Assignment: Copy out every line of the listing in which "summary" appears.

Supplied records:

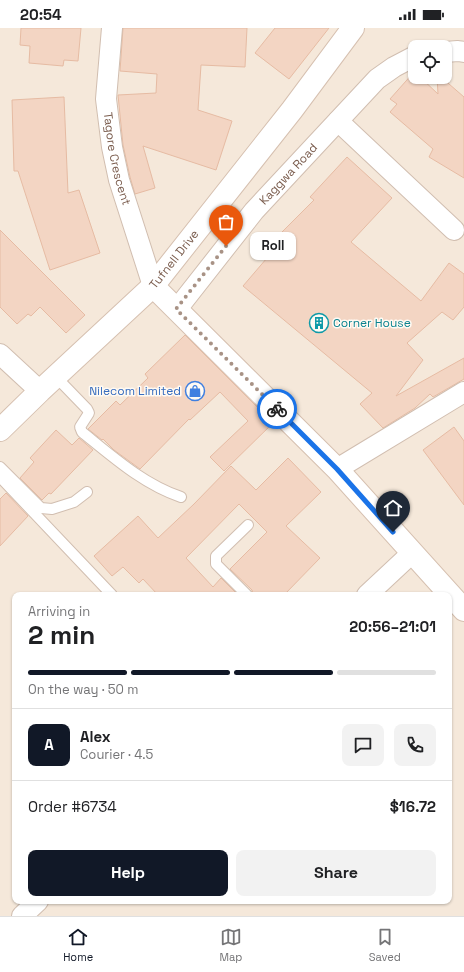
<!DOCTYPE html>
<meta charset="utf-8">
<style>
body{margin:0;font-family:"Space Grotesk",sans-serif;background:#f2f2f2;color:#202124;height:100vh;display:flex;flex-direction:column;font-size:15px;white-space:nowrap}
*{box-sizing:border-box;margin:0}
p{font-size:13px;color:#757577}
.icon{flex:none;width:22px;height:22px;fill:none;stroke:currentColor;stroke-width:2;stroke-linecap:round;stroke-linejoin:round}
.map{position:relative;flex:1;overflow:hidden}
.details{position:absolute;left:12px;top:564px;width:440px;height:312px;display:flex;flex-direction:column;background:#fff;border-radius:8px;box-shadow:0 1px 3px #0004}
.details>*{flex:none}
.controls{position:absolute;left:408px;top:12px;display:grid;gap:8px}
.controls a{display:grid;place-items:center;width:44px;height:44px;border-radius:8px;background:#fff;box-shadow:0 1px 3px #0004;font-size:20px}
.pin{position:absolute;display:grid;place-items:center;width:34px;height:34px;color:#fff;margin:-41px -17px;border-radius:50% 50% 50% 0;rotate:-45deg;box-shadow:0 0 4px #0007}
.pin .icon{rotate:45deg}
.courier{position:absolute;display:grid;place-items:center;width:40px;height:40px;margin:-20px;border:3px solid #1a73e8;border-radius:50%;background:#fff;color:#222;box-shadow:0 1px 5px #0007}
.bubble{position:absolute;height:28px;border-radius:8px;background:#fff;box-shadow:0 1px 3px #0004;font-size:13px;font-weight:800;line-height:28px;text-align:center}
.summary em{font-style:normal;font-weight:800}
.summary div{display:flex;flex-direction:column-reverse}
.summary{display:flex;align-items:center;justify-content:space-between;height:68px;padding:0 16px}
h1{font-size:26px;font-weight:800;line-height:30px}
.bar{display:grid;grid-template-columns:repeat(4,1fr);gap:6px 4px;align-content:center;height:48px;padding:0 16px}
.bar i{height:5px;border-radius:3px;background:#e0e0e0}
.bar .current{background:#111827}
.bar p{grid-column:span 4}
.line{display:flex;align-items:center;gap:10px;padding:0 16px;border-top:1px solid #e0e0e0}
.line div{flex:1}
.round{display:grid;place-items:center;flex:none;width:42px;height:42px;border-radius:8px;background:#f2f2f2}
.primary-button{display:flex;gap:8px;margin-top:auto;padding:8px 16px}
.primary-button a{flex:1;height:46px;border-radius:8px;background:#111827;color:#fff;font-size:16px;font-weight:800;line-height:46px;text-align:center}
.primary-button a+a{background:#f2f2f2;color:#202124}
.status{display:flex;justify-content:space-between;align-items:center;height:28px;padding:0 20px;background:#fff;direction:ltr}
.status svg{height:11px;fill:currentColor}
.menu{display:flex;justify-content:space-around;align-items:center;height:56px;border-top:1px solid #e0e0e0;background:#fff;font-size:11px;color:#757577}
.menu a{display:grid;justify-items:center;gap:2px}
.menu .current{color:#111827}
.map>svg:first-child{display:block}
.residential{fill:#f5e8da;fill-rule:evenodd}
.building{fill:#f3d5c3;stroke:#e6bba3}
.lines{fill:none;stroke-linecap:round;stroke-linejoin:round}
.lane-casing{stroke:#d1beb0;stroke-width:12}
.street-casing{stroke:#d1beb0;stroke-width:22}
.secondary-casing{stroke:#d6c0b0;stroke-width:24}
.lane{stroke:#fff;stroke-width:10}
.street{stroke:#fff;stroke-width:20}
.secondary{stroke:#fff;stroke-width:22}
.done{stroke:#a89285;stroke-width:4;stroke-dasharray:0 7.2}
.route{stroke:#1a73e8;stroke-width:5}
.labels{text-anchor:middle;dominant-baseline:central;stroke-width:3;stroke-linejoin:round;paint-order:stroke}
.street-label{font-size:12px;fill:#7a5c4d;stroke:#fffaf3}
.culture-label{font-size:12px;fill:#0d838f;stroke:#fffaf3;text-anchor:start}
.shop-label{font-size:12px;fill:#366cbe;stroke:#fffaf3;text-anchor:end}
</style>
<div class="status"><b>20:54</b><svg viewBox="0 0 49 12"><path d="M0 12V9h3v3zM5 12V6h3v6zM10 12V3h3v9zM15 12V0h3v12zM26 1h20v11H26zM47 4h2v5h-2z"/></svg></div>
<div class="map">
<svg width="464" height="888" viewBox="0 0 464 888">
<rect width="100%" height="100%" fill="#fdf6ec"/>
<path class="residential" d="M0,0H464V888H0ZM415,19H445V49H415ZM15,567H449V873H15Z"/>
<g class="building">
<polygon points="21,0 81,0 78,33 64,32 63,38 29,35 30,18 20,17"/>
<polygon points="123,0 247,0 245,39 201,37 198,82 232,93 216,142 143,118 155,160 135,166 130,149 123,117 118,67 156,65 157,46 120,43"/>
<polygon points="275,0 329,0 289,51 255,25"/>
<polygon points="414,44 415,49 420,49 438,66 437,49 441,49 464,69 464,150 429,129 433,121 390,84 397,76 390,71"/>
<polygon points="64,69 68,165 79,162 100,225 50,242 18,143 14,143 12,72"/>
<polygon points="347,129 392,170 351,214 421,273 449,235 464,246 464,279 453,292 442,284 407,315 423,332 396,368 464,330 464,351 433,369 430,366 415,380 383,400 360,376 372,365 243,258 273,223 268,218 314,172 310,169"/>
<polygon points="0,202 85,287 66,305 40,279 31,288 28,286 17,296 0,279"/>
<polygon points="185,307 273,395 224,443 210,429 248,393 220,364 190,392 189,391 140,441 114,422 103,411 102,412 88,401 116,373 120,377 148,350 145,346"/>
<polygon points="454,399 464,413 464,477 423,422"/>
<polygon points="56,402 72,417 79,410 93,422 51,466 49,465 42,472 20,450 34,434 30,430"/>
<polygon points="288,430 321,464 286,498 320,530 284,567 253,567 252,562 230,541 267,504 239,476 186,530 213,559 221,550 238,567 158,567 143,551 139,555 123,539 112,548 94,528 138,488 158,510 194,476 231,438 256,462"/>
<polygon points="6,465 28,488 0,518 0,471"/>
</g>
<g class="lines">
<defs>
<g id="lane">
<path d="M56,349L87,381L89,385L80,399L82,404C113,429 143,456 181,469"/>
<polyline points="0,439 41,480 52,481 74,474 87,464"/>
<polyline points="0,449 112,567"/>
<polyline points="247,567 216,536 216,528 248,497"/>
</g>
<g id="street">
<path id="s1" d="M112,0L106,71L112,119L119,152L153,258"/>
<polyline points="445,24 458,23 464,24"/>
<polyline points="338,93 454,202"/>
<path id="s2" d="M177,281L254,183L377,51L394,39L415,28"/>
<polyline points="0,326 40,363"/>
<polyline points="337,441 464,364"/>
<polyline points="367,567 412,525"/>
<polyline points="22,888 38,873"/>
</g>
<g id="secondary">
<polyline points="153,258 337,441 464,582"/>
<path id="s3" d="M0,402L40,363L153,258L292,82L353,0"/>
</g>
</defs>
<use href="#lane" class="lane-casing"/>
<use href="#street" class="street-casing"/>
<use href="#secondary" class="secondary-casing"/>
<use href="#lane" class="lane"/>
<use href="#street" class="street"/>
<use href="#secondary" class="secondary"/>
</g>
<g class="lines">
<polyline class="done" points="226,218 176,281 277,381"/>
<polyline class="route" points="277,381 337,441 393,504"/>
</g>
<defs>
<symbol id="building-ring" viewBox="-11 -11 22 22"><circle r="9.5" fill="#fffaf3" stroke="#0f9aa8" stroke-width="1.5"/><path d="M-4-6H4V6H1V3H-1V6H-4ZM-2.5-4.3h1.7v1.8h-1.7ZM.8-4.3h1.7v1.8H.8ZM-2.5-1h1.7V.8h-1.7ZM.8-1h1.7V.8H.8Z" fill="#0f9aa8"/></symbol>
<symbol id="shop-ring" viewBox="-11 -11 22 22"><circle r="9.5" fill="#fffaf3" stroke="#3f7fe0" stroke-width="1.5"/><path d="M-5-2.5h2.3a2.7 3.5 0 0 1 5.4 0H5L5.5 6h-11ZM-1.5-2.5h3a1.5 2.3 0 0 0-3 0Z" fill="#3f7fe0"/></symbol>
</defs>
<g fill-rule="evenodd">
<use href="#building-ring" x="308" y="284" width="22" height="22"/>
<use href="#shop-ring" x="184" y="352" width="22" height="22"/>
</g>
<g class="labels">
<g class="street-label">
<text stroke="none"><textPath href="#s1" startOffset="132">Tagore Crescent</textPath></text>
<text stroke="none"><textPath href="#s2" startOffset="175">Kaggwa Road</textPath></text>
<text stroke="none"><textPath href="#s3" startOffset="244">Tufnell Drive</textPath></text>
</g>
<g class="culture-label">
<text x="333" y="295">Corner House</text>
</g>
<g class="shop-label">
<text x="181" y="363">Nilecom Limited</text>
</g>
</g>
</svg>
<div class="controls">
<a><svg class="icon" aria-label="locate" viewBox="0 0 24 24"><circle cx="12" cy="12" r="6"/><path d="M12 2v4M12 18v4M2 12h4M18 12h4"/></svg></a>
</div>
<div class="pin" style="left:226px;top:218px;background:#ea580c"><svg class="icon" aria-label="bag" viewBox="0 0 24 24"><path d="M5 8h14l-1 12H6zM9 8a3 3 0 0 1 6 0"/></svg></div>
<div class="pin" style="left:393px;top:504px;background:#1f2937"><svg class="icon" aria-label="home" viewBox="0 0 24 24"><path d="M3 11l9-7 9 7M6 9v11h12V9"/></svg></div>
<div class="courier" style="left:277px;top:381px"><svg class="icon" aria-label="bike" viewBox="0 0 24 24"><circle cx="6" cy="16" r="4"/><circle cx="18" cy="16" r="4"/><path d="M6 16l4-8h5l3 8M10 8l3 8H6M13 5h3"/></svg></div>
<div class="bubble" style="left:250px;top:204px;width:46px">Roll</div>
<section class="details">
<div class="summary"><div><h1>2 min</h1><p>Arriving in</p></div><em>20:56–21:01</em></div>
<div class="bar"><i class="current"></i><i class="current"></i><i class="current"></i><i></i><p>On the way · 50 m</p></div>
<div class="line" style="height:72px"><b class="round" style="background:#111827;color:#fff">A</b><div><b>Alex</b><p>Courier · 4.5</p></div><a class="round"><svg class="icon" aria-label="chat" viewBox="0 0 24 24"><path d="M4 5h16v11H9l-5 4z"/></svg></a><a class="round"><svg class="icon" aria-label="phone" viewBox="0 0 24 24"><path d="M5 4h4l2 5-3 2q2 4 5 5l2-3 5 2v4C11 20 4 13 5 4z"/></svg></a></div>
<div class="line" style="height:52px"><div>Order #6734</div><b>$16.72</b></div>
<div class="primary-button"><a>Help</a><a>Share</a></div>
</section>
</div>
<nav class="menu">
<a class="current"><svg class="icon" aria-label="home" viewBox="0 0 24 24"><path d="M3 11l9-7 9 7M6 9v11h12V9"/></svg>Home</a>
<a><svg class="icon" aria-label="map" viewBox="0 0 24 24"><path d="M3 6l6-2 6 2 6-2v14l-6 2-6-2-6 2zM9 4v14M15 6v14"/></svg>Map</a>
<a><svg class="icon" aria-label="saved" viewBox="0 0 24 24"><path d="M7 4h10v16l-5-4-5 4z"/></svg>Saved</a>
</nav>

Answer to this problem:
.summary em{font-style:normal;font-weight:800}
.summary div{display:flex;flex-direction:column-reverse}
.summary{display:flex;align-items:center;justify-content:space-between;height:68px;padding:0 16px}
<div class="summary"><div><h1>2 min</h1><p>Arriving in</p></div><em>20:56–21:01</em></div>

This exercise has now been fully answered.